Peter, a master storyteller and elegant writer, has written a marvelous story about an older PI, Celine who reunites family members.  Gabriela is looking for her dad who disappeared and was pronounced dead many years ago.  His body was never found and was presumed to have been eaten by a bear in Yellowstone National Park.  Celine and her husband Pete, borrow their son’s run-down camper and go on a journey through gorgeous countryside, meeting up with all sorts of funny, dangerous and unique characters on their search for Gabriela’s dad.  Celine reminded me of the wit of Sherlock Holmes.  Peter’s writing style is one which flows.  I felt as if I were traveling the back roads of Wyoming along with Celine and Peter.  Another great novel by this amazing author.


News of the World

By Paulette Jiles (Harper Collins Publishing)

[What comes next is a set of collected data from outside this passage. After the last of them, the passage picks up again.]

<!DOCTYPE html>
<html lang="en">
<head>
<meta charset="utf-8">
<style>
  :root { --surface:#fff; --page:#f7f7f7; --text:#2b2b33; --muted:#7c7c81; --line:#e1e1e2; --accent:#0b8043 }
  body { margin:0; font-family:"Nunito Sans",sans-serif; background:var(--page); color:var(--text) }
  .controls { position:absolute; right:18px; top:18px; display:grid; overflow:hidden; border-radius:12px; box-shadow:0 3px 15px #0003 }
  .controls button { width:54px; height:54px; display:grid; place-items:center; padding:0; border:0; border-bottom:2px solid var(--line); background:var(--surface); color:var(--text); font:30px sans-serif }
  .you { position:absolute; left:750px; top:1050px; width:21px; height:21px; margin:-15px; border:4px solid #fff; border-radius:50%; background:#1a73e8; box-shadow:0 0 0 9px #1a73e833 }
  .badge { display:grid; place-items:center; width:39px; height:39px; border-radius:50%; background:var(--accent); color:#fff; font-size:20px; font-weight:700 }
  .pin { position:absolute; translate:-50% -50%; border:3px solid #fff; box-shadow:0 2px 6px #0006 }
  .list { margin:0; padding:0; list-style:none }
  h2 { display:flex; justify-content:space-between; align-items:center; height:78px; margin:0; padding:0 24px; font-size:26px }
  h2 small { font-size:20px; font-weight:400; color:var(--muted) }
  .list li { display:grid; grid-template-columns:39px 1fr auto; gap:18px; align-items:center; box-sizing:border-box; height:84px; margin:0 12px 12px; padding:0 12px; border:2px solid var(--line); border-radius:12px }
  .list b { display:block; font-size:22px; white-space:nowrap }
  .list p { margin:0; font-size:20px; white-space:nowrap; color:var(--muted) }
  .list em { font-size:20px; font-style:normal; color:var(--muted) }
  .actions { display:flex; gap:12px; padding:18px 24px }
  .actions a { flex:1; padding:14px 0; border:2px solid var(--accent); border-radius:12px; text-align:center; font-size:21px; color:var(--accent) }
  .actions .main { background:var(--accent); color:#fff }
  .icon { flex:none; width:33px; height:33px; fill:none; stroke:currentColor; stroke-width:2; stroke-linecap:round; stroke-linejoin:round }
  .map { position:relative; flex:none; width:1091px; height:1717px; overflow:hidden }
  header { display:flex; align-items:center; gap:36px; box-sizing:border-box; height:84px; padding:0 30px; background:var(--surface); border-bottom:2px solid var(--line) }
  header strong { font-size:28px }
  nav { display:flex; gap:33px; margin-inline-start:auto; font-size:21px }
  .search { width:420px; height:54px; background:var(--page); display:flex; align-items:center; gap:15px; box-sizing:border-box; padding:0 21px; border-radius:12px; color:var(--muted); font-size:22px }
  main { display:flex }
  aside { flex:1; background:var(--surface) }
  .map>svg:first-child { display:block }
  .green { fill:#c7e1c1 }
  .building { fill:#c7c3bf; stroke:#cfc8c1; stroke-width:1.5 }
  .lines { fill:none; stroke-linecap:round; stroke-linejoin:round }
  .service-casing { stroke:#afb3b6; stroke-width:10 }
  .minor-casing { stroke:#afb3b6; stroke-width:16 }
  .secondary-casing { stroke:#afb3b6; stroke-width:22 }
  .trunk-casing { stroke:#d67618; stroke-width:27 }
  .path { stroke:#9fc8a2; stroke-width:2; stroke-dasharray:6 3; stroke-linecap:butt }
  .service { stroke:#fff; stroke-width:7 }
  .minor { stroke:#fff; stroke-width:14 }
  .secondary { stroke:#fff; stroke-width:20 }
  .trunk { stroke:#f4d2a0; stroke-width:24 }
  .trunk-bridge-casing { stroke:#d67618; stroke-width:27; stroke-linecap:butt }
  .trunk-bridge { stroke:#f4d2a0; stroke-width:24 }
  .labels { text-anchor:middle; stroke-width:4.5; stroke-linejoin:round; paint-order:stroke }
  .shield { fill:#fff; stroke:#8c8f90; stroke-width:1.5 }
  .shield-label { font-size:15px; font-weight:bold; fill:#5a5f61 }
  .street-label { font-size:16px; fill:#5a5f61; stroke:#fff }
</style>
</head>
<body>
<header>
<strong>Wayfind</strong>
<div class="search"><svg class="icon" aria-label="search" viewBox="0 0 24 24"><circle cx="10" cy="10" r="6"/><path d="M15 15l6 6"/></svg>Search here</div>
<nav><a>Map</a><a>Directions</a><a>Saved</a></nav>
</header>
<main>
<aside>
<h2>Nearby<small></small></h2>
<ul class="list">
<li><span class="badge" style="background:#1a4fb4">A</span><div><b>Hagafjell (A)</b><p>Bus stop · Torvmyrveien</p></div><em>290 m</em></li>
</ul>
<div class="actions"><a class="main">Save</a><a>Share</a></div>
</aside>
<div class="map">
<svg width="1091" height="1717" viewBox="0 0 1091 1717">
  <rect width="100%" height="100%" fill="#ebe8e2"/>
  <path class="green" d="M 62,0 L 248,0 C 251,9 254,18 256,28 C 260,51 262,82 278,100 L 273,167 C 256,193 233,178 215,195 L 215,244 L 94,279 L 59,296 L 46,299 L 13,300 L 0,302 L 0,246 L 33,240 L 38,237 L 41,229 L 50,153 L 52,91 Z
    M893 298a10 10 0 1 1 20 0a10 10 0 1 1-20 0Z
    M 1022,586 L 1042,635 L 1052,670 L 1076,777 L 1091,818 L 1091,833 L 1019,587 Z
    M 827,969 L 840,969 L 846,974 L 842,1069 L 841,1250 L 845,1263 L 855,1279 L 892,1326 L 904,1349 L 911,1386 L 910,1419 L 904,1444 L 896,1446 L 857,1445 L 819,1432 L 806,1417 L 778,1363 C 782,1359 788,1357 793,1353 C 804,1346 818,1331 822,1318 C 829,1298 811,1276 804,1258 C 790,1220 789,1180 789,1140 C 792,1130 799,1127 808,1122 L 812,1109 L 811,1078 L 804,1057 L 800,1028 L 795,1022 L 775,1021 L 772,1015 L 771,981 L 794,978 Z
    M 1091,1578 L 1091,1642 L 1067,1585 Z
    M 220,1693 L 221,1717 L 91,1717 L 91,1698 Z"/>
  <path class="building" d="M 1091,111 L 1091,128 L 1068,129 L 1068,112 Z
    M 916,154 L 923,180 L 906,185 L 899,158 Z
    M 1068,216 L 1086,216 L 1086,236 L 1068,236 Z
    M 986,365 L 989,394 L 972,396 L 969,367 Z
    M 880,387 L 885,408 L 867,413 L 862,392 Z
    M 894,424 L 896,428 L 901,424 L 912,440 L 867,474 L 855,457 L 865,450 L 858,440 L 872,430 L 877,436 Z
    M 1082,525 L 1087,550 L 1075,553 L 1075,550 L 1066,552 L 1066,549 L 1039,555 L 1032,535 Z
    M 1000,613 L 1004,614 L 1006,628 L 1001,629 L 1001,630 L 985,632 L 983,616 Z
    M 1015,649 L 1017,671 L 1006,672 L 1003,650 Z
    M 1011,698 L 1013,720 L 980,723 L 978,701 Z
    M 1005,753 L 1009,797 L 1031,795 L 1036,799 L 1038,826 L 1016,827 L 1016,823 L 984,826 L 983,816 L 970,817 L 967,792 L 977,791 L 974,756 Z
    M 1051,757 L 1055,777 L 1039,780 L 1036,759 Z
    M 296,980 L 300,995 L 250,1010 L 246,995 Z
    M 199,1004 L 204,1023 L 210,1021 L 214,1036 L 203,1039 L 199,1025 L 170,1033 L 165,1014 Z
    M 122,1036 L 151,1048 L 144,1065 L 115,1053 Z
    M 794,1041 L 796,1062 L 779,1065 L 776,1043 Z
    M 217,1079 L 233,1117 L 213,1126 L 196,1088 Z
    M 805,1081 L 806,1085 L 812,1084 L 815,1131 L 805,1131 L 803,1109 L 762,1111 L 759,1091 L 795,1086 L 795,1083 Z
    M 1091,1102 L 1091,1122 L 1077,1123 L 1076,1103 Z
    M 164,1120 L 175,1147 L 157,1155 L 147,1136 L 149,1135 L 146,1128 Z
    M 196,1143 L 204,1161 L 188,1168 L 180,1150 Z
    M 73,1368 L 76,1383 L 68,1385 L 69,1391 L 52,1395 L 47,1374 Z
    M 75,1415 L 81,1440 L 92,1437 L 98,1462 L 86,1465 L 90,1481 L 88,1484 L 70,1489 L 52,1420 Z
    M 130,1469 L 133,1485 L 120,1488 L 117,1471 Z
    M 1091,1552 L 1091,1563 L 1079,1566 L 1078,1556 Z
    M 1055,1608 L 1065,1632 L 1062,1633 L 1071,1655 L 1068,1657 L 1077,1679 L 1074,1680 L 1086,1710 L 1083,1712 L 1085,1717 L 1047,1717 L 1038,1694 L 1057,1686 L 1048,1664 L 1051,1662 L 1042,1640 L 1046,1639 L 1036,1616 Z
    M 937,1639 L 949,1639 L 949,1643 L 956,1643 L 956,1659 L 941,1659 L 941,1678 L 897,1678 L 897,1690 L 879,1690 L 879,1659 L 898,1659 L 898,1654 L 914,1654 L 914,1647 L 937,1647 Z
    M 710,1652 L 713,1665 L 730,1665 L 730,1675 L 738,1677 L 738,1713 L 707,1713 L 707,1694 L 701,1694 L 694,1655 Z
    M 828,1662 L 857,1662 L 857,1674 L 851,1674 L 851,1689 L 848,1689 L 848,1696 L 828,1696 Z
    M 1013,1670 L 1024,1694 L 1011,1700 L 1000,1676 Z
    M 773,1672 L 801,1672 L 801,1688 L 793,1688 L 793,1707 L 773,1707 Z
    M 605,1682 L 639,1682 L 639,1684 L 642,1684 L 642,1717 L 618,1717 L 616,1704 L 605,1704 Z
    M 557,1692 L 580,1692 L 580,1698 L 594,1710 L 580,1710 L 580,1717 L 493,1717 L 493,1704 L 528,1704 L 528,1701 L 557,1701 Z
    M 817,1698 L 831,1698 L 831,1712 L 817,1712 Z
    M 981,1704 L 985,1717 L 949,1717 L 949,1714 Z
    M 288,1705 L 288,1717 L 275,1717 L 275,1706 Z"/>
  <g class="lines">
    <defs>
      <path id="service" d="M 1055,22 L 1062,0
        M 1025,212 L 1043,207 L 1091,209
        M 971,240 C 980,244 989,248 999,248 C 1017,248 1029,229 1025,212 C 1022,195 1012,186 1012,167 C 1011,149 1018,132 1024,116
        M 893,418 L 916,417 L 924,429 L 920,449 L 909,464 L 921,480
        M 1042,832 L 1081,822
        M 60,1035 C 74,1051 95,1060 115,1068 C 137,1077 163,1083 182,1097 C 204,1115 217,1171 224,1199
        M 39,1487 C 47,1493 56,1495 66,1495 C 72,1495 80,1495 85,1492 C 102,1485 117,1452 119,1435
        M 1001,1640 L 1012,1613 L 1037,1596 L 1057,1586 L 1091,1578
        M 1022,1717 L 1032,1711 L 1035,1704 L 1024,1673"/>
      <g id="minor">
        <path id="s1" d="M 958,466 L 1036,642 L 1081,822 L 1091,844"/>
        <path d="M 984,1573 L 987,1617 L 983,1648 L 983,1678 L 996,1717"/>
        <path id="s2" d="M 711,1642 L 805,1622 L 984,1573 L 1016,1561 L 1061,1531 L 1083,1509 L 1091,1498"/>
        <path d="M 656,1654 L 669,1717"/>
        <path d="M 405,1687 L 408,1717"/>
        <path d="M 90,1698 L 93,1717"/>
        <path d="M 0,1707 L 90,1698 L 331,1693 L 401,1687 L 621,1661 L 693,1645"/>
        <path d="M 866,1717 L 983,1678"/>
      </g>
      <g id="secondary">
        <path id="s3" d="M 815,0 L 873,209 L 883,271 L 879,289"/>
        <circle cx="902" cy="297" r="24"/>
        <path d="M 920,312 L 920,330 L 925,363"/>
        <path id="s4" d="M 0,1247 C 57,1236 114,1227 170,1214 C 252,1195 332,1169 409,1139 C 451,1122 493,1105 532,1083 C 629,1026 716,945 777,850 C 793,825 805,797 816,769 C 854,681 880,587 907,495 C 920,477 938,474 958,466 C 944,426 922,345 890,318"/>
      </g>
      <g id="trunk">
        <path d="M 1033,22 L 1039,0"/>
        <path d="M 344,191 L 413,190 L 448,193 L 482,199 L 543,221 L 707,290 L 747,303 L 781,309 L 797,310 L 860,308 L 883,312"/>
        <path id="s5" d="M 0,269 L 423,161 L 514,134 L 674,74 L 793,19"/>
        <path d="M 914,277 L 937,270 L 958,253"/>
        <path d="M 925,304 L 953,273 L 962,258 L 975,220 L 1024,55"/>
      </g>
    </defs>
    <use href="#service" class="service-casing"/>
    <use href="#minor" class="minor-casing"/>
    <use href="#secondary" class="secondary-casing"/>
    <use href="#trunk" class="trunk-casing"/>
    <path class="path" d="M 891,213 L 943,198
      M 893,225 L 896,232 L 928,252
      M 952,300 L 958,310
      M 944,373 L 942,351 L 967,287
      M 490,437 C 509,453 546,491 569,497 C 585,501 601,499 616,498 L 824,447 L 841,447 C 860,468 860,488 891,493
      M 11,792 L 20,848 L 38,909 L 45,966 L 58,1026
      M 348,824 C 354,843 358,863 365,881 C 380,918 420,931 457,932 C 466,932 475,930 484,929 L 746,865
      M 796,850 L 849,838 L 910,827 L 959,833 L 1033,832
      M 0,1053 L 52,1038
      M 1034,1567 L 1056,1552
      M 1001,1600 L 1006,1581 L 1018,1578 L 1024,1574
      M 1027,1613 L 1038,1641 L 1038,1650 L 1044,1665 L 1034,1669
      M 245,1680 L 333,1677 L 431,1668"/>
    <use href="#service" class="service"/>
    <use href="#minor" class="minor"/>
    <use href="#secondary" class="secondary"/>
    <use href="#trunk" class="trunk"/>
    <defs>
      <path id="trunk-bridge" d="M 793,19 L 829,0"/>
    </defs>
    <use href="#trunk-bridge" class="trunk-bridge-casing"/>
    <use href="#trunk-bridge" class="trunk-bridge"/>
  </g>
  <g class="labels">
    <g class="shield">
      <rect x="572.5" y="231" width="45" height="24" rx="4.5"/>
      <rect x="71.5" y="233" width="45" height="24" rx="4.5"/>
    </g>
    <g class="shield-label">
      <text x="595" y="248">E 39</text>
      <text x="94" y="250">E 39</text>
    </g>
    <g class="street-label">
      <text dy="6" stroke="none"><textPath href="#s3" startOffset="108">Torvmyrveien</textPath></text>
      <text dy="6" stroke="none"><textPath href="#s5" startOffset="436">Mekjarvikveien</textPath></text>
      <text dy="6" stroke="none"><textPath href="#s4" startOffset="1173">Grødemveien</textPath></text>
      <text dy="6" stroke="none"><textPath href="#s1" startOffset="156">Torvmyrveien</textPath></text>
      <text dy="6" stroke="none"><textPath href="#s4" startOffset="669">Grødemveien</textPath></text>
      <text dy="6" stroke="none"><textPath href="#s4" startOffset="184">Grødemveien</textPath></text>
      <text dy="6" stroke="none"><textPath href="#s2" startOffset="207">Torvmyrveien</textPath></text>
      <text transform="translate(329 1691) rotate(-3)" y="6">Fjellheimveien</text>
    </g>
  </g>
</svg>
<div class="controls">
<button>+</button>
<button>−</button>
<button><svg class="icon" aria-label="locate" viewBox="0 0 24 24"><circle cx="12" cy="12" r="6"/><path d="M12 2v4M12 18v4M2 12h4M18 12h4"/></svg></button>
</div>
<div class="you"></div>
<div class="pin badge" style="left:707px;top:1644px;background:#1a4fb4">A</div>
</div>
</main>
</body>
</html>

Want a story with little violence, no sex and realistic characters, then this book is for you. Captain Kidd is bringing a young girl back to her family after being rescued from a Kiowa tribe who kidnapped her 4 years earlier.  Captain Kidd is a reader of news.  As he travels from Wichita Falls to just west of San Antonio, he stops at small towns to read from newspapers for 10 cents admission.  He and “JoHanna learn to trust each other as the journey lengthens.  The story of this friendship, the journey itself and the land make for an amazing read.


The Lucky Hat Mine

By J.v.L. Bell (Hansen Publishing Group)

Local author J.v.L. Bell has written a well-researched historical mystery fiction novel that takes place in the late 1800s in the Colorado Territory. Millie Virginia answers a wife-wanted ad and survives the perilous journey across the Great Plains to the mining town of Idaho Springs, only to find her intended husband in a pine box. Will she stay in this foreign territory where someone is trying to kill her as well? Will she try to solve her fiancé’s murder? Who can she trust in this mining town? Bell has left us hungry for more, so we’re hopeful it will become a series of books since we are attached to the characters and want to know more. It’s also a great read for book clubs and contains book club questions and topics for discussion at the back of the book.


Boys in the Boat

by James Daniel Brown (Penguin Putnam)

This non-fiction title grabbed me from the onset.  Set in Washington State and in Berlin, Germany, one learns about a crew team from University of Washington during the years up to and including the 1936 Olympics.  I enjoyed learning about the building of the shell of the crew boat, the coaches but particularly about the young men who gave their all to win the Olympic Gold Medal at the “showcase” Olympics of Hitler’s Berlin. 


 The Cellist of Sarajevo

by Steven Galloway ( Penguin Putnam)

Steven Galloway has written a very powerful first novel.  Set in Sarajevo during the four year siege and based on a true story, Steven puts the reader right in the middle of the conflict.  The reader follows four citizens in this battered city.  Emotions of anger, futility, desperation and love shine through the pages.  The generality of the story creates great discussion on war in general and one’s response to danger.  This book moved me as deeply as did Kevin Powers The Yellow Birds.


 Benediction

by Kent Haruf (Random House)

Kent has delivered another masterpiece of the eastern plains of Colorado.  Kent returns to the fictional town of Holt.  Dad Lewis is dying of cancer.  He is well-known in the town.  Kent develops his characters so deeply and fully that one is saddened completely by this novel.  A much more somber book from Plainsong but the reader comes to love and honor Kent’s display of fine literature.


 Remarkable Creatures

by Tracy Chevalier (Penguin Putnam)

Set in the 1800s in SW England, Tracy captures the time perfectly.  Mary and Elizabeth, women of different social status, become friends.  Mary, a poor lower class citizen of Lime Regis, has a gift for finding fossils.  Elizabeth, a transplant from London’s higher society quickly becomes addicted to fossil hunting.  These two women’s lives are portrayed in alternating chapters.  Themes of gender and social discrimination are well told as are the questions of extinction, evolution and religion.  Well-written historical fiction.